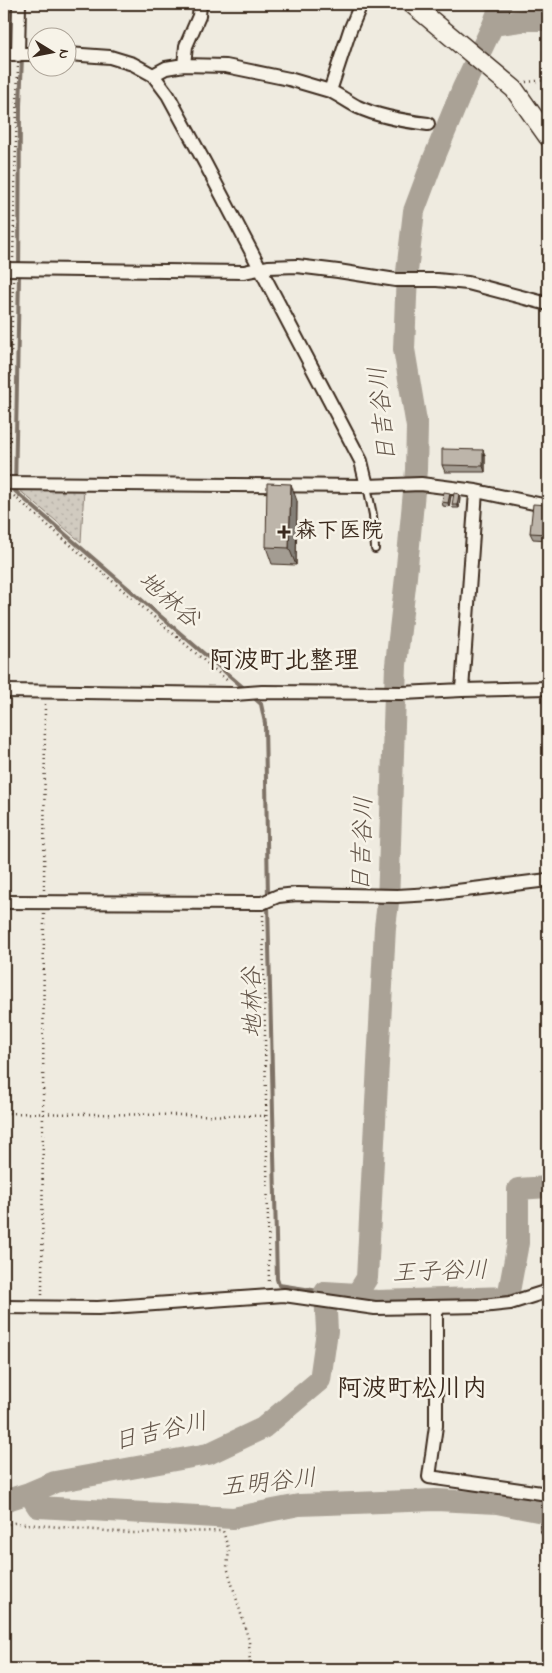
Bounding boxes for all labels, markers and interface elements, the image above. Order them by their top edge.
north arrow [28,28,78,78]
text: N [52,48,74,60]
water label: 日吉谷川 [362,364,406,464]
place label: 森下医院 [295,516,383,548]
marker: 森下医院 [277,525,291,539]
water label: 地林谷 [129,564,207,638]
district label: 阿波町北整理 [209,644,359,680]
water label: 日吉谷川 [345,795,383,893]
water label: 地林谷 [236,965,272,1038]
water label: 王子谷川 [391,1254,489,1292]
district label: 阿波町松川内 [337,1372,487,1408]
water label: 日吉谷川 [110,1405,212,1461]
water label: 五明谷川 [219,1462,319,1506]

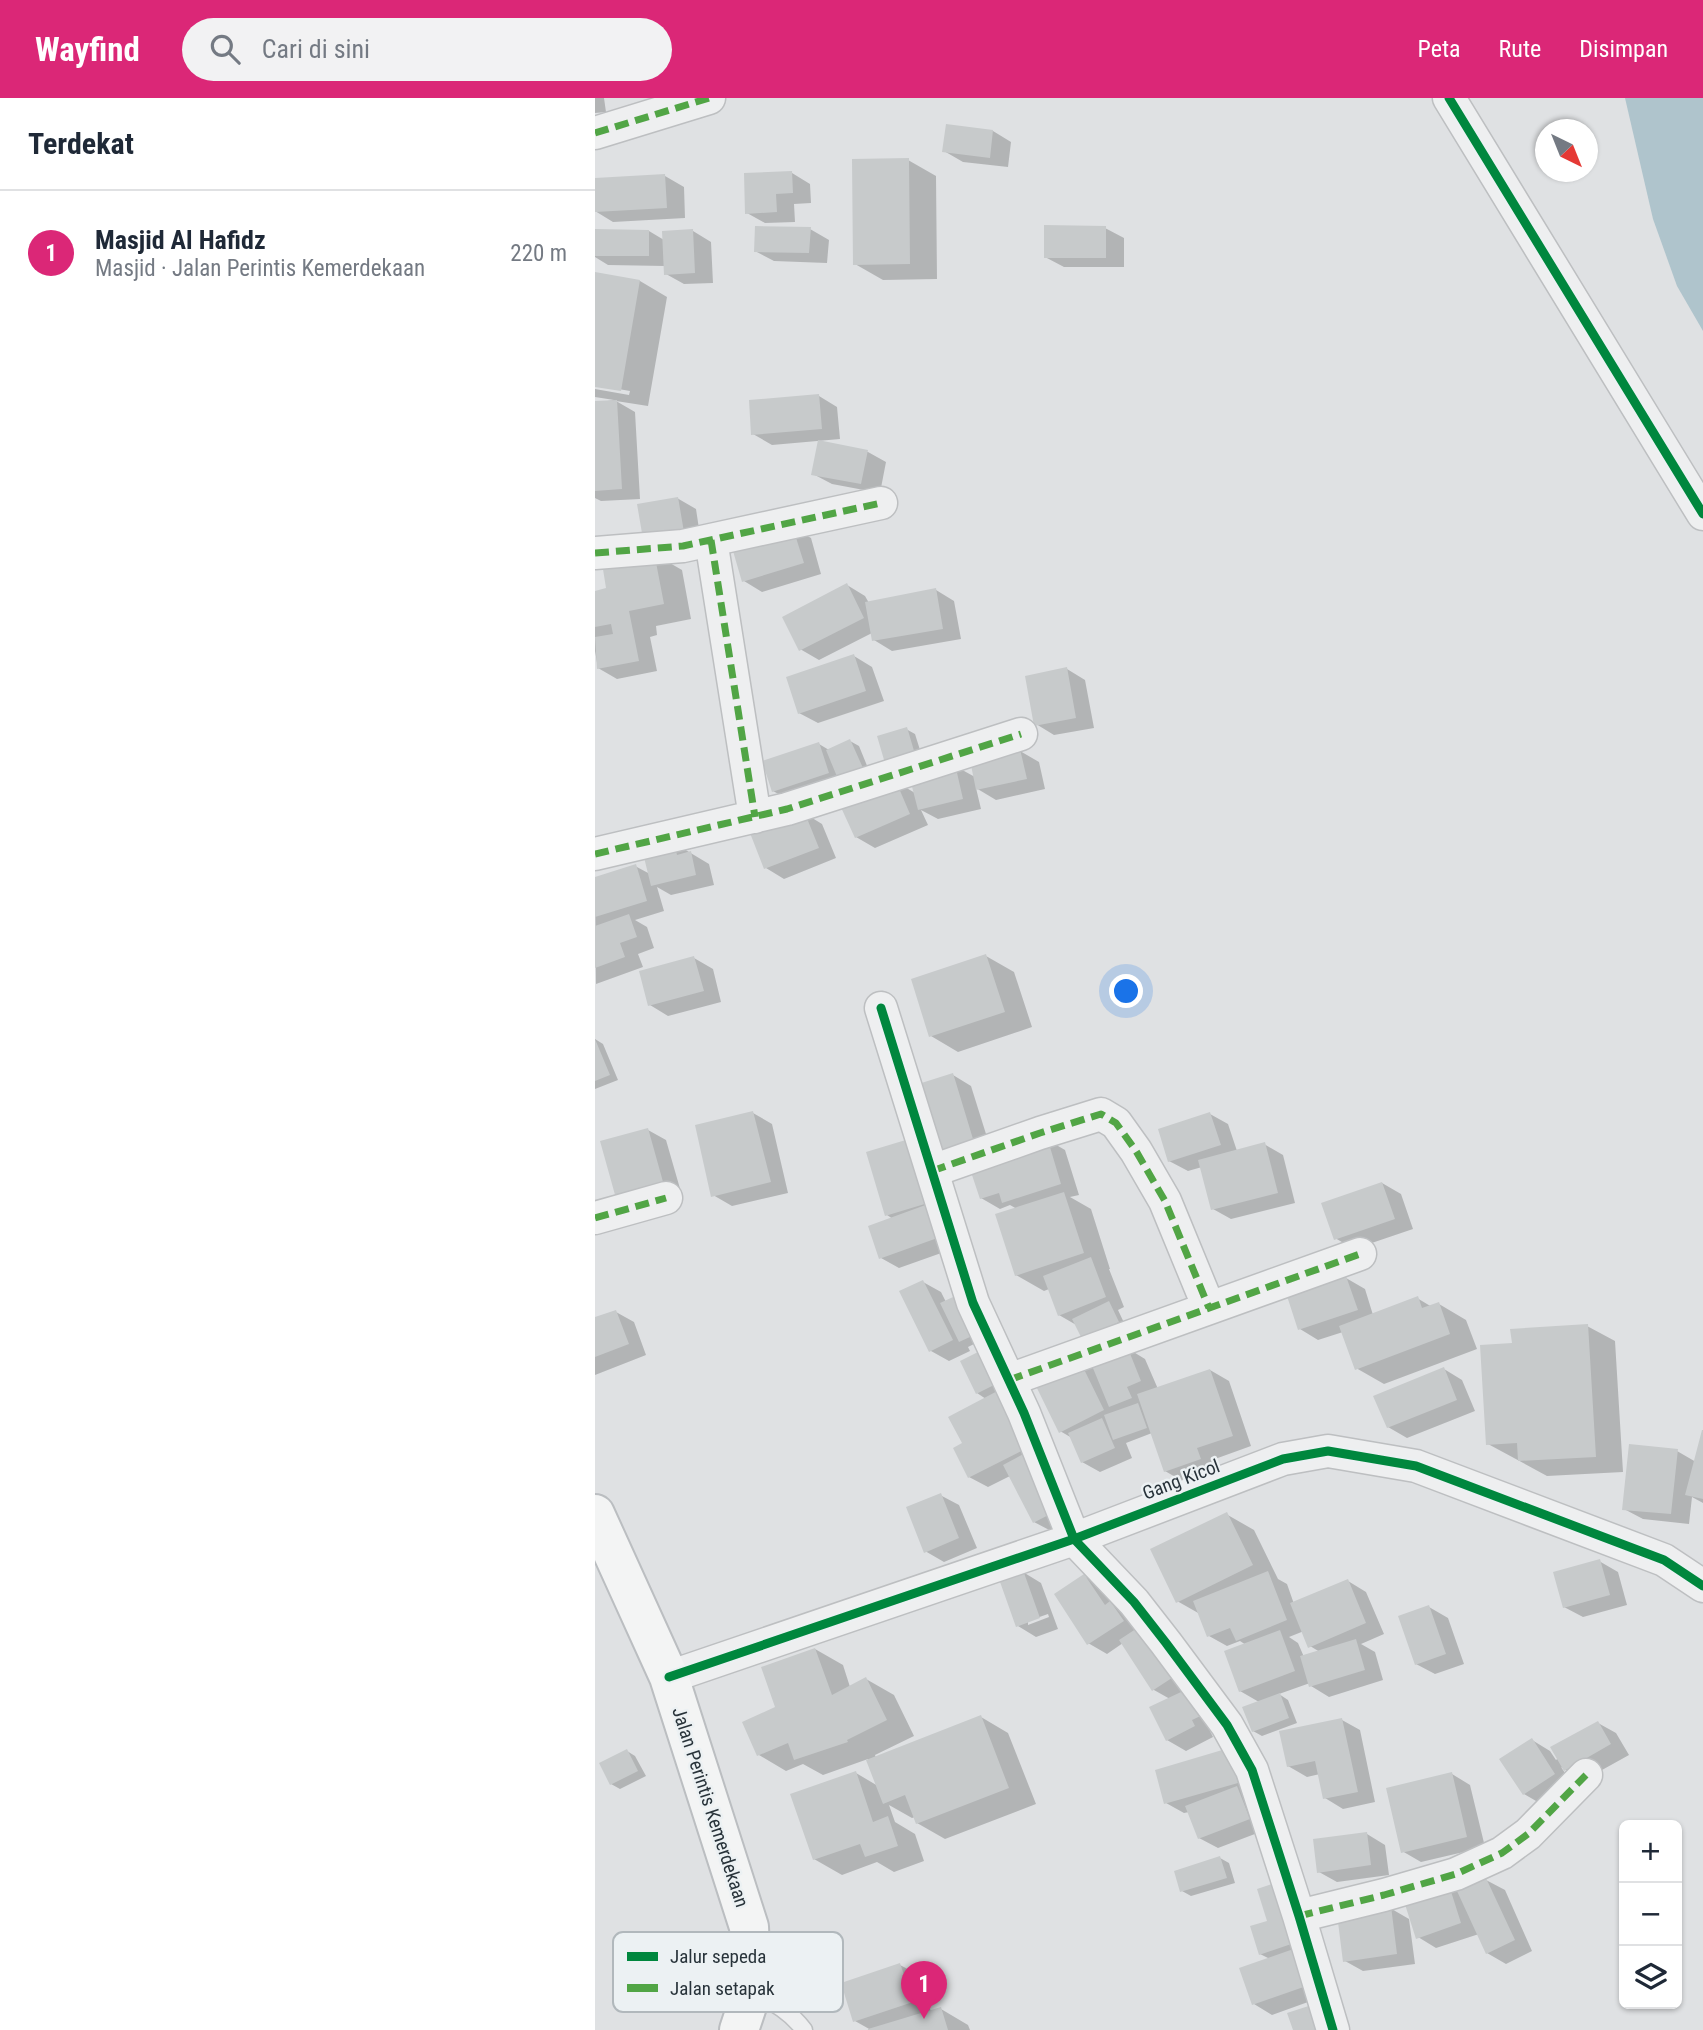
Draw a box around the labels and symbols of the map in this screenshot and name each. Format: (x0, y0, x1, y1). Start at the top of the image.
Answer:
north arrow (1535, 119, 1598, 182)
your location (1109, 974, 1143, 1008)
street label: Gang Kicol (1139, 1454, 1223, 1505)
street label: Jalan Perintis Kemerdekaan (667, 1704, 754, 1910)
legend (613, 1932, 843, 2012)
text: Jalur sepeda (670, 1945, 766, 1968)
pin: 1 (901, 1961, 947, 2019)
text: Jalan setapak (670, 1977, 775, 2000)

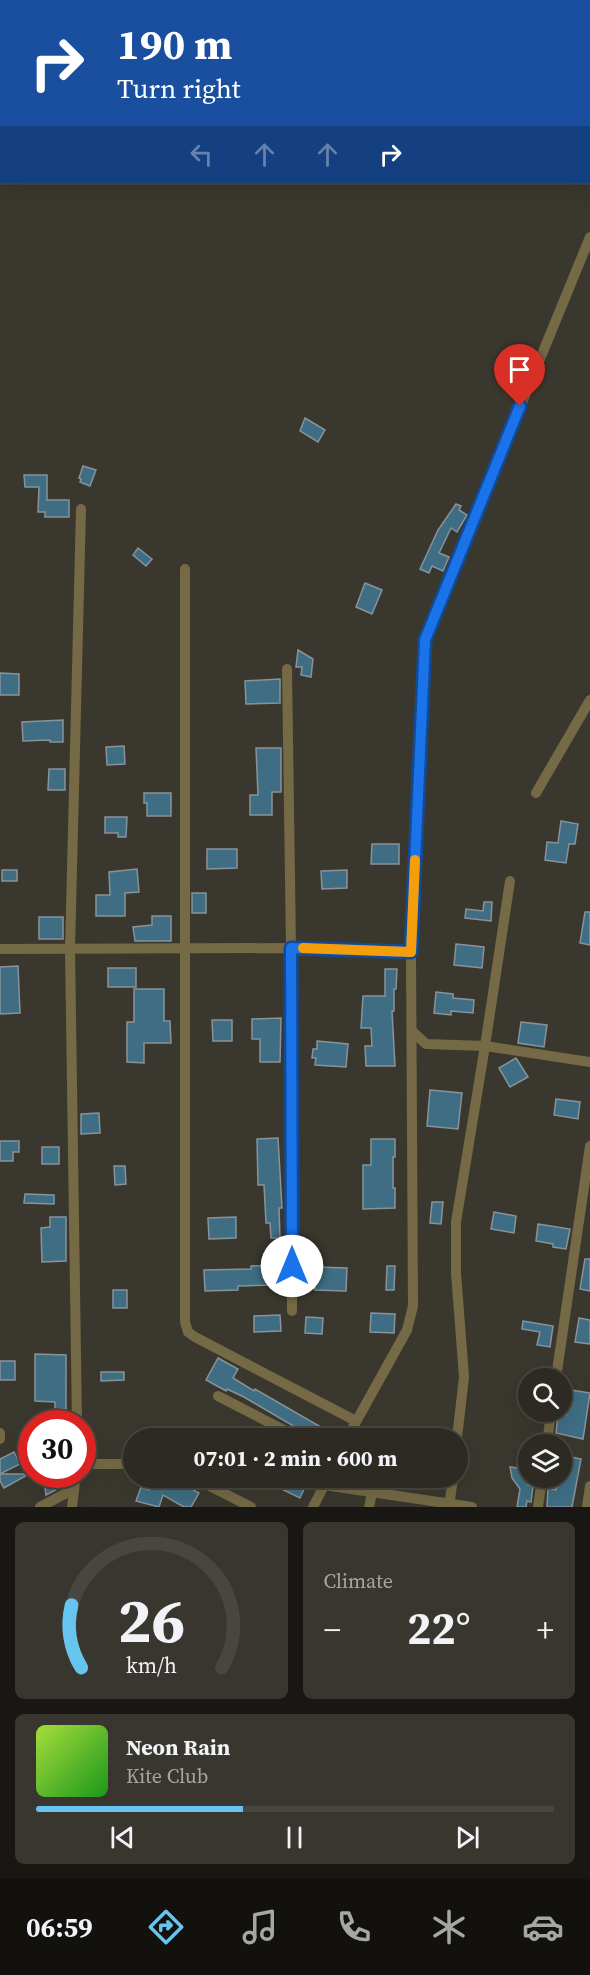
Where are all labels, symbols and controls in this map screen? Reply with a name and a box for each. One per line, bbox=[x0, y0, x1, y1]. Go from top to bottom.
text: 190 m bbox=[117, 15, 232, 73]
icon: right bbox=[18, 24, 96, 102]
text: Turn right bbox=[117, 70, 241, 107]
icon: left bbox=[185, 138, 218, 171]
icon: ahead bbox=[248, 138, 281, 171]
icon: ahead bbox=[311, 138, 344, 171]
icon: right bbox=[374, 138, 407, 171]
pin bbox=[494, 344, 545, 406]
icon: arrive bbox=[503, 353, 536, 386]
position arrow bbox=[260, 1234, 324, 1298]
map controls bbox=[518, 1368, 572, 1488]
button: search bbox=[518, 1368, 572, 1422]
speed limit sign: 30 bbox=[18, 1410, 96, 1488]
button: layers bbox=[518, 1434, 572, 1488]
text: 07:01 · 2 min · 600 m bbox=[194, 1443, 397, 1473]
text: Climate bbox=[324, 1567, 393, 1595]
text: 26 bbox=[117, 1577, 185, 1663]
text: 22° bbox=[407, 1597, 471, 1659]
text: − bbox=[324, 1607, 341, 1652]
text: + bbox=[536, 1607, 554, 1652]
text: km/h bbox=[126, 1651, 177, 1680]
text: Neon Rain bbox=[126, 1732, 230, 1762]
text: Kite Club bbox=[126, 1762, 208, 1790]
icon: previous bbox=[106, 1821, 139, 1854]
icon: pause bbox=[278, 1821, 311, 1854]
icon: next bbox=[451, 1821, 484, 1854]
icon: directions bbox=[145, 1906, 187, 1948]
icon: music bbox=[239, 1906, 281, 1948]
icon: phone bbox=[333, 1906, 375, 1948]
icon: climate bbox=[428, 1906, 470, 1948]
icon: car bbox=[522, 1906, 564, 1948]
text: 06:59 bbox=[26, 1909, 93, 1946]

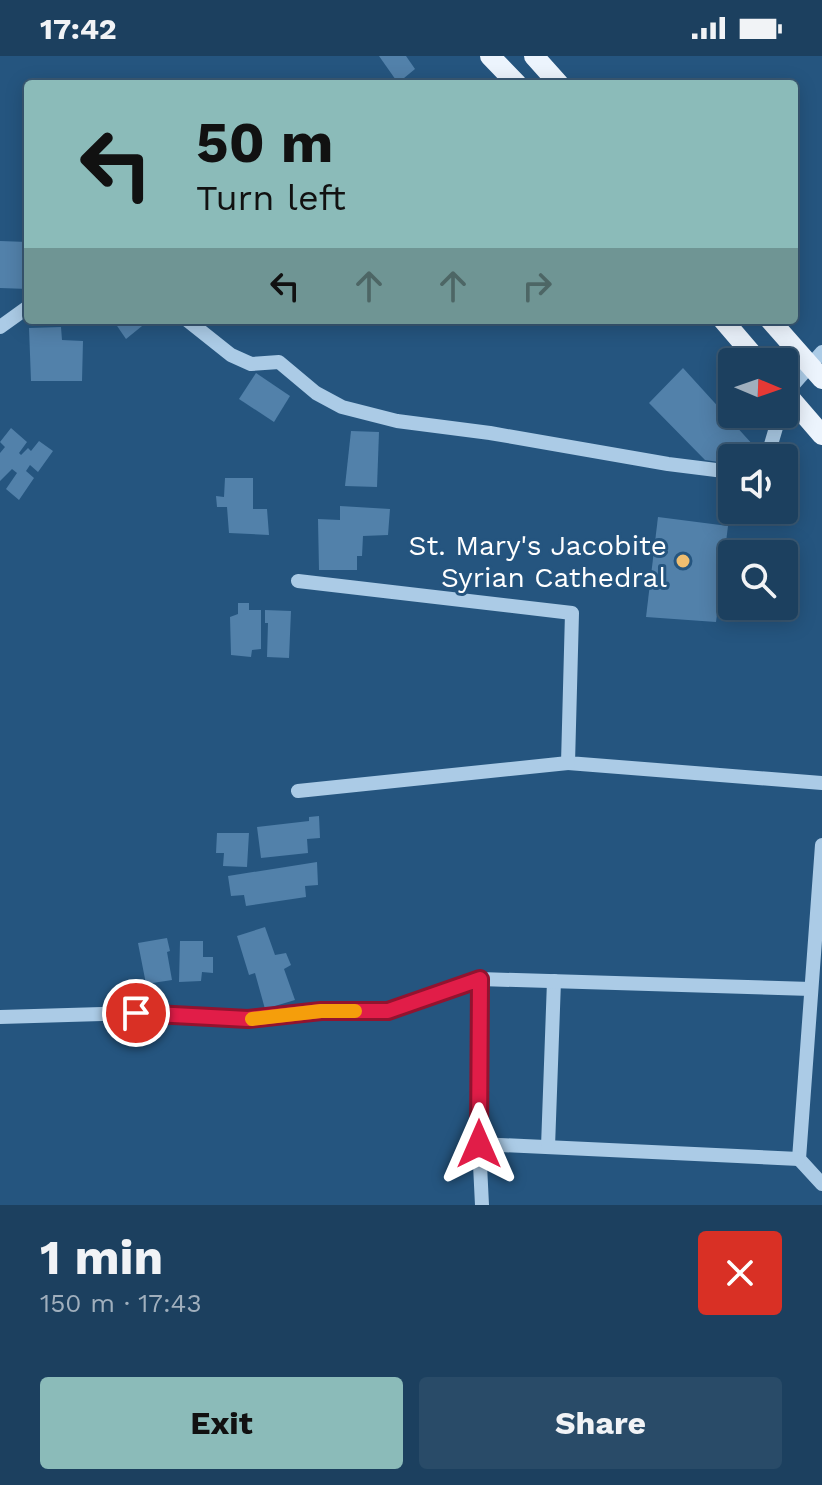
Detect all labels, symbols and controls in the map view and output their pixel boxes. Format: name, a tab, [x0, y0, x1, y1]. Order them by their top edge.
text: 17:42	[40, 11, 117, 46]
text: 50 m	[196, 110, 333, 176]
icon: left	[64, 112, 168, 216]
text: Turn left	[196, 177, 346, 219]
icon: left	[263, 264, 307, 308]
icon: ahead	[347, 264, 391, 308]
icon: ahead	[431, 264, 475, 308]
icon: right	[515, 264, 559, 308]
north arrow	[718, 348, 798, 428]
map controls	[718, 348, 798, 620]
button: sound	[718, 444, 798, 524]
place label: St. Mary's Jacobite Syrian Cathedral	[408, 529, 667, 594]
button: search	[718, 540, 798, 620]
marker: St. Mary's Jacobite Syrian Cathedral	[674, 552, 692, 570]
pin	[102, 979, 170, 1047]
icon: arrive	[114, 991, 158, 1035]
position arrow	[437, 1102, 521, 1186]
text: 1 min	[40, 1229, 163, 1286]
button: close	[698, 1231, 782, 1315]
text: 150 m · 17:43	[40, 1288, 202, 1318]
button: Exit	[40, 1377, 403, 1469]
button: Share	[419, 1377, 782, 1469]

########################################

Leave out the pictures and copy the rest of the material above exactly.

(Answer)
Bounding boxes for all labels, markers and interface elements, the image above. Order them by their top edge.
north arrow [28,28,78,78]
text: N [52,48,74,60]
water label: 日吉谷川 [362,364,406,464]
place label: 森下医院 [295,516,383,548]
marker: 森下医院 [277,525,291,539]
water label: 地林谷 [129,564,207,638]
district label: 阿波町北整理 [209,644,359,680]
water label: 日吉谷川 [345,795,383,893]
water label: 地林谷 [236,965,272,1038]
water label: 王子谷川 [391,1254,489,1292]
district label: 阿波町松川内 [337,1372,487,1408]
water label: 日吉谷川 [110,1405,212,1461]
water label: 五明谷川 [219,1462,319,1506]

Draw a box around the labels and symbols of the map in this screenshot and name each. Format: (x0, y0, x1, y1). Start at the top of the image.
Answer:
north arrow (1535, 119, 1598, 182)
your location (1109, 974, 1143, 1008)
street label: Gang Kicol (1139, 1454, 1223, 1505)
street label: Jalan Perintis Kemerdekaan (667, 1704, 754, 1910)
legend (613, 1932, 843, 2012)
text: Jalur sepeda (670, 1945, 766, 1968)
pin: 1 (901, 1961, 947, 2019)
text: Jalan setapak (670, 1977, 775, 2000)

Where are all labels, symbols and controls in this map screen? Reply with a name and a box for each. One per line, bbox=[x0, y0, x1, y1]. Go from top to bottom.
text: 190 m bbox=[117, 15, 232, 73]
icon: right bbox=[18, 24, 96, 102]
text: Turn right bbox=[117, 70, 241, 107]
icon: left bbox=[185, 138, 218, 171]
icon: ahead bbox=[248, 138, 281, 171]
icon: ahead bbox=[311, 138, 344, 171]
icon: right bbox=[374, 138, 407, 171]
pin bbox=[494, 344, 545, 406]
icon: arrive bbox=[503, 353, 536, 386]
position arrow bbox=[260, 1234, 324, 1298]
map controls bbox=[518, 1368, 572, 1488]
button: search bbox=[518, 1368, 572, 1422]
speed limit sign: 30 bbox=[18, 1410, 96, 1488]
button: layers bbox=[518, 1434, 572, 1488]
text: 07:01 · 2 min · 600 m bbox=[194, 1443, 397, 1473]
text: Climate bbox=[324, 1567, 393, 1595]
text: 26 bbox=[117, 1577, 185, 1663]
text: 22° bbox=[407, 1597, 471, 1659]
text: − bbox=[324, 1607, 341, 1652]
text: + bbox=[536, 1607, 554, 1652]
text: km/h bbox=[126, 1651, 177, 1680]
text: Neon Rain bbox=[126, 1732, 230, 1762]
text: Kite Club bbox=[126, 1762, 208, 1790]
icon: previous bbox=[106, 1821, 139, 1854]
icon: pause bbox=[278, 1821, 311, 1854]
icon: next bbox=[451, 1821, 484, 1854]
icon: directions bbox=[145, 1906, 187, 1948]
icon: music bbox=[239, 1906, 281, 1948]
icon: phone bbox=[333, 1906, 375, 1948]
icon: climate bbox=[428, 1906, 470, 1948]
icon: car bbox=[522, 1906, 564, 1948]
text: 06:59 bbox=[26, 1909, 93, 1946]

Detect all labels, symbols and controls in the map view and output their pixel boxes. Format: name, a tab, [x0, y0, x1, y1]. Order them by their top edge.
text: 17:42	[40, 11, 117, 46]
text: 50 m	[196, 110, 333, 176]
icon: left	[64, 112, 168, 216]
text: Turn left	[196, 177, 346, 219]
icon: left	[263, 264, 307, 308]
icon: ahead	[347, 264, 391, 308]
icon: ahead	[431, 264, 475, 308]
icon: right	[515, 264, 559, 308]
north arrow	[718, 348, 798, 428]
map controls	[718, 348, 798, 620]
button: sound	[718, 444, 798, 524]
place label: St. Mary's Jacobite Syrian Cathedral	[408, 529, 667, 594]
button: search	[718, 540, 798, 620]
marker: St. Mary's Jacobite Syrian Cathedral	[674, 552, 692, 570]
pin	[102, 979, 170, 1047]
icon: arrive	[114, 991, 158, 1035]
position arrow	[437, 1102, 521, 1186]
text: 1 min	[40, 1229, 163, 1286]
button: close	[698, 1231, 782, 1315]
text: 150 m · 17:43	[40, 1288, 202, 1318]
button: Exit	[40, 1377, 403, 1469]
button: Share	[419, 1377, 782, 1469]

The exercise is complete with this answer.